Source records:

== Segment start ==

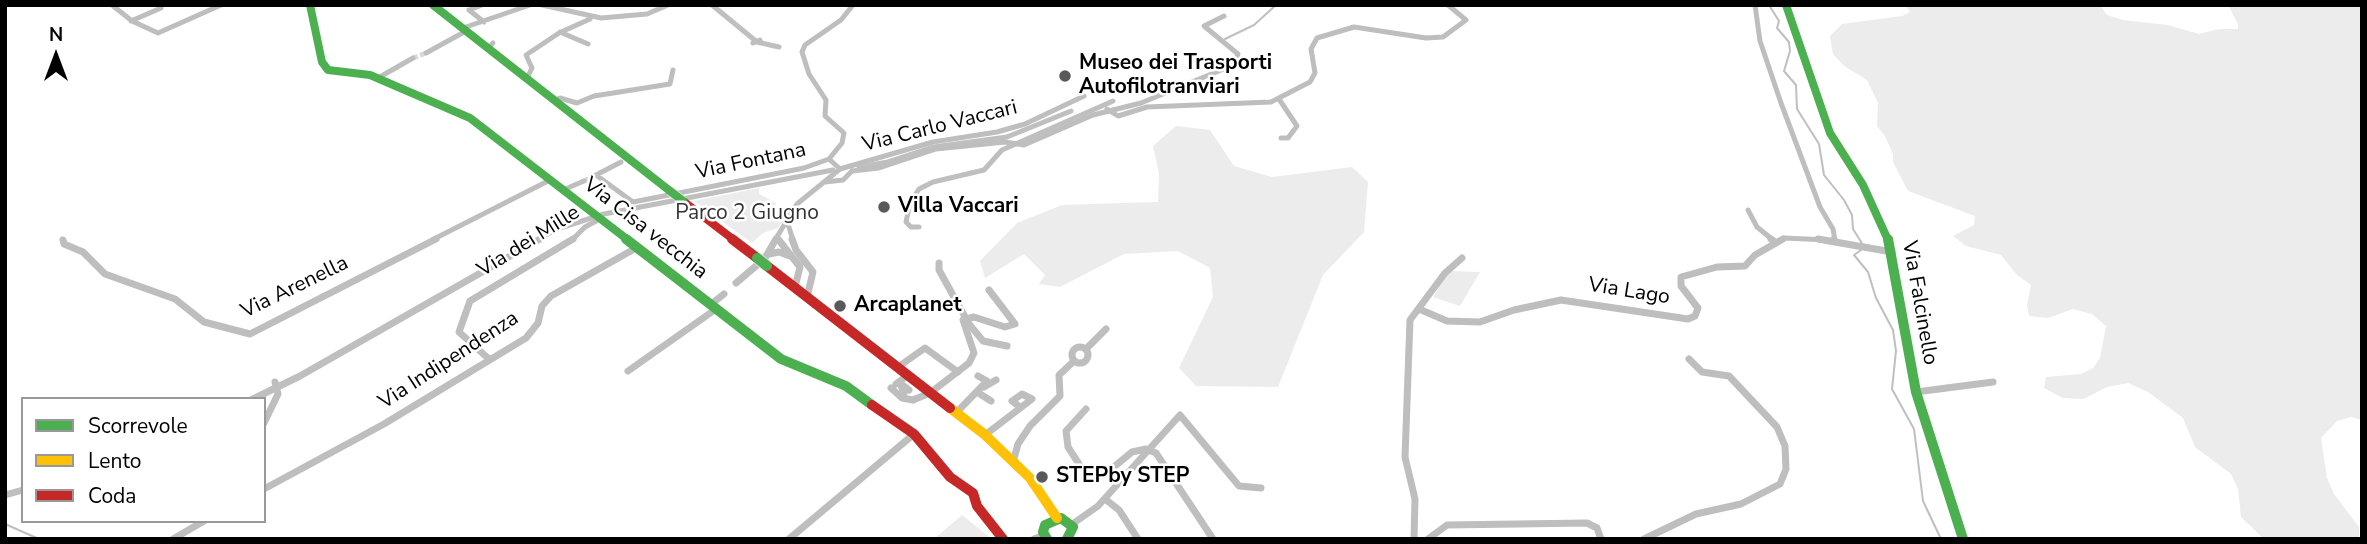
<!DOCTYPE html>
<style>
body{margin:0}
#map{position:relative;width:2367px;height:544px;overflow:hidden;background:#fff;font-family:"Nunito Sans",sans-serif}
canvas{display:block}
.frame{position:absolute;inset:0;border:7px solid #000;pointer-events:none}
.legend{position:absolute;left:21px;top:397px;width:245px;height:126px;box-sizing:border-box;background:#fff;border:2px solid #999;margin:0;padding:9px 12px;list-style:none;font-size:21px;color:#000}
.legend li{display:flex;align-items:center;gap:14px;height:35px}
.legend b{width:35px;border:2px solid #999}
.north{position:absolute;left:21px;top:21px;width:70px;height:70px;-webkit-text-stroke:5px #fff;paint-order:stroke;rotate:0deg;font-size:19px;font-weight:700;line-height:28px;text-align:center;color:#000}
.north::after{content:'';display:block;margin:auto;width:24px;height:32px;background:#000;clip-path:polygon(50% 0,100% 100%,50% 72%,0 100%)}
</style>
<div id="map">
<canvas width="2367" height="544"></canvas>
<div class="frame"></div>
<ul class="legend">
<li><b style="height:9px;background:#4caf50"></b>Scorrevole</li>
<li><b style="height:9px;background:#ffc107"></b>Lento</li>
<li><b style="height:9px;background:#c62828"></b>Coda</li>
</ul>
<div class="north">N</div>
</div>
<script>
const context = document.querySelector('canvas').getContext('2d');
context.lineJoin = 'round';
function paint(path, color) { context.fillStyle = color; context.fill(path, 'evenodd'); }
const poly = rows => new Path2D(rows.map(r => 'M' + r).join(''));
function stroke(path, color, width, dash) { context.strokeStyle = color; context.lineWidth = width; context.lineCap = dash ? 'butt' : 'round'; context.setLineDash(dash || []); context.stroke(path); }
function write(font, color, halo, rows, align = 'center') {
  context.font = font + ' "Nunito Sans",sans-serif'; context.lineWidth = 5; context.setLineDash([]); context.textBaseline = 'middle'; context.strokeStyle = halo; context.fillStyle = color; for (const [text, x, y, turn = 0] of rows) {
    context.save(); context.translate(x, y); context.rotate((+turn || 0) * Math.PI / 180); context.textAlign = isNaN(turn) ? turn : align; if (halo) context.strokeText(text, 0, 0); context.fillText(text, 0, 0); context.restore();
  }
}
paint(poly([
 [1905,5,2100,5,2107,15,2123,20,2168,25,2199,34,2219,29,2238,29,2238,24,2228,5,2362,5,2362,420,2351,417,2337,421,2321,438,2327,478,2334,494,2359,527,2359,539,2264,539,2241,517,2238,489,2231,474,2195,447,2183,418,2148,392,2128,383,2107,387,2083,399,2063,398,2044,388,2046,377,2081,374,2093,368,2100,358,2106,326,2092,314,2073,309,2048,318,2029,316,2027,305,2031,285,2017,275,2001,255,1966,246,1953,236,1974,225,1975,216,1908,191,1893,162,1893,154,1885,136,1877,126,1878,103,1867,80,1844,66,1833,54,1830,36,1842,24,1902,16,1910,12],
 [1176,126,1210,130,1234,166,1272,177,1352,167,1368,182,1364,232,1323,275,1278,387,1196,386,1179,368,1213,297,1210,268,1178,251,1124,254,1060,287,1039,284,1045,275,1024,254,985,278,980,261,1017,223,1062,205,1158,202,1159,174,1153,146],
 [759,188,759,194,776,203,774,209,787,212,778,228,763,233,752,243,694,201],
 [1449,271,1480,272,1460,306,1433,297],
 [962,515,992,539,934,539]
]), '#ececec');
stroke(poly([
 [1769,5,1779,21,1777,28,1789,42,1790,51,1784,71,1796,85,1797,109,1819,144,1824,175,1844,200,1852,215,1853,229,1863,245],
 [1225,39,1254,25,1276,5],
 [1861,250,1854,255,1868,272,1876,298,1893,330,1896,351,1892,389,1914,429,1923,501,1941,539],
 [5,524,39,539]
]), '#bfbfbf', 2);
stroke(poly([
 [542,5,601,18,647,14,668,5],
 [712,5,757,42,779,47],
 [859,167,888,162,934,147,1007,137,1071,111],
 [919,227,911,227,906,222,910,203,919,189,933,182,984,170,1002,150,1113,101],
 [537,240,557,229,604,214,833,170]
]), '#bfbfbf', 5);
stroke(poly([
 [939,263,939,270,969,324,983,341,1007,346],
 [253,399,300,376,540,239],
 [1086,409,1066,431,1068,447,1081,467,1092,475,1104,475,1132,452,1146,449,1156,453,1213,539],
 [5,495,23,490]
]), '#bfbfbf', 7);
stroke(poly([
 [413,58,426,53],
 [584,181,596,175]
]), '#d9d9d9', 5, [5, 2.5]);
stroke(poly([
 [112,5,132,21,158,33,221,5],
 [482,5,469,10,484,22],
 [1755,5,1760,41,1781,103,1820,207,1833,229,1835,240],
 [131,21,161,8],
 [463,28,530,5],
 [560,32,588,44],
 [753,43,760,40],
 [488,48,493,43],
 [426,53,466,31],
 [378,78,413,58],
 [527,78,532,68,526,55,559,33,590,19],
 [1279,99,1297,126,1288,138,1281,138],
 [555,100,560,98,577,103,594,96,670,84,673,70],
 [1107,109,1118,116,1147,107,1271,102,1310,82,1315,73,1311,49,1317,38,1354,27,1426,38,1443,37,1466,20,1448,5],
 [621,162,596,175,633,202,669,195],
 [840,169,933,142,997,132,1025,124,1084,96],
 [852,171,879,168,936,149,1005,142,1024,145,1093,115,1141,103,1226,68,1235,63,1238,54,1204,26,1224,16],
 [825,182,843,180,852,171],
 [563,190,584,181],
 [679,193,804,168,829,159,842,143,844,133,825,116,826,100,809,74,802,52,805,45,841,20,853,5],
 [1748,210,1757,227,1773,240],
 [787,221,793,240],
 [432,240,550,180],
 [572,240,585,227,600,219],
 [775,240,797,204,840,169,829,159],
 [1780,240,1784,238,1828,240]
]), '#bebebe', 5);
stroke(poly([
 [778,239,800,267,795,287],
 [792,239,796,250,813,272,807,297],
 [1771,239,1775,242],
 [1818,239,1892,252],
 [1834,239,1835,242],
 [63,240,64,244,83,252,105,274,175,299,204,322,250,334,436,239],
 [769,254,779,252,790,256],
 [765,258,776,239],
 [736,283,756,266],
 [710,305,724,294],
 [1419,309,1447,321,1480,322,1514,310,1561,300,1688,319,1695,316,1698,308,1681,286,1681,277,1717,267,1745,266,1755,255,1783,239],
 '1072 355a8 8 0 1 1 16 0a8 8 0 1 1-16 0Z',
 [1086,349,1106,329],
 [490,360,459,332,470,301,573,239],
 [898,367,925,348,958,372],
 [628,371,716,309],
 [900,383,909,390],
 [900,383,904,393],
 [896,384,908,375],
 [984,387,996,380],
 [891,388,902,398,913,400],
 [977,392,991,401],
 [1916,392,1993,382],
 [913,400,930,393,969,363,974,353,963,320,974,317,1005,327,1015,324,989,290],
 [956,413,987,381,978,376],
 [264,423,278,394,275,382],
 [985,435,1032,399,1022,394,1012,401,1020,407],
 [1013,462,1018,444,1030,426,1060,396,1059,375,1074,361],
 [264,489,384,424,526,338,538,323,542,306,551,296,636,248],
 [1105,499,1119,510,1138,539],
 [1071,525,1098,506,1180,415,1239,486,1261,488],
 [173,539,204,521],
 [789,539,914,434],
 [1034,539,1044,535],
 [1414,539,1415,499,1405,457,1410,320,1445,273,1462,258],
 [1428,539,1447,525,1587,523,1597,528,1601,539],
 [1644,539,1696,514,1741,504,1780,484,1786,469,1785,446,1777,427,1729,376,1702,372,1689,359]
]), '#bebebe', 7);
stroke(poly([
 [310,5,322,62,328,70,370,75,470,118,628,240],
 [433,5,670,191],
 [1786,5,1830,133,1863,185,1888,240]
]), '#4caf50', 8);
stroke(poly([
 [626,239,781,359,846,386,872,405],
 [1888,239,1916,392,1963,539],
 [1047,539,1043,532,1045,525,1061,518,1073,527,1067,539]
]), '#4caf50', 10);
stroke(poly([
 [950,408,984,434,1030,478,1057,518]
]), '#ffc107', 10);
stroke(poly([
 [683,201,734,240]
]), '#c62828', 8);
stroke(poly([
 [732,239,757,258],
 [767,266,950,408],
 [872,405,914,434,950,477,973,493,977,506,1003,539]
]), '#c62828', 10);
const fastBridgeFar1 = poly([
 [670,191,683,201]
]);
const fastBridge = poly([
 [757,258,767,266]
]);
stroke(fastBridgeFar1, '#dbdbdb', 10, []);
stroke(fastBridge, '#dbdbdb', 12, []);
stroke(fastBridgeFar1, '#4caf50', 8);
stroke(fastBridge, '#4caf50', 10);
for (const [x, y, r, color] of [
 [1065,76,7,"#595959"],
 [884,207,7,"#595959"],
 [840,306,7,"#595959"],
 [1042,477,7,"#595959"]
]) { const dot = new Path2D(); dot.arc(x, y, r, 0, 2 * Math.PI); context.fillStyle = color; context.fill(dot); stroke(dot, '#fff', 2.5); }
write('bold 21px', '#000', '#fff', [
 ["Museo dei Trasporti",1079,64],
 ["Autofilotranviari",1079,88],
 ["Villa Vaccari",898,207],
 ["Arcaplanet",854,306],
 ["STEPby STEP",1056,477]
], 'left');
write('21px', '#000', '#fff', [
 ["Via Carlo Vaccari",940,127,-14],
 ["Via Fontana",751,162,-12],
 ["Via Cisa vecchia",645,229,38],
 ["Via dei Mille",529,242,-32],
 ["Via Arenella",295,288,-26],
 ["Via Lago",1629,292,9],
 ["Via Falcinello",1919,303,80],
 ["Via Indipendenza",449,361,-33]
]);
write('21px', '#333', '#fff', [
 ["Parco 2 Giugno",747,214]
]);
</script>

== Segment end ==

TASK TO COMPLETE:
Pick out every line above that contains the word "solid" and copy it.

OUTPUT OF THE TASK:
.frame{position:absolute;inset:0;border:7px solid #000;pointer-events:none}
.legend{position:absolute;left:21px;top:397px;width:245px;height:126px;box-sizing:border-box;background:#fff;border:2px solid #999;margin:0;padding:9px 12px;list-style:none;font-size:21px;color:#000}
.legend b{width:35px;border:2px solid #999}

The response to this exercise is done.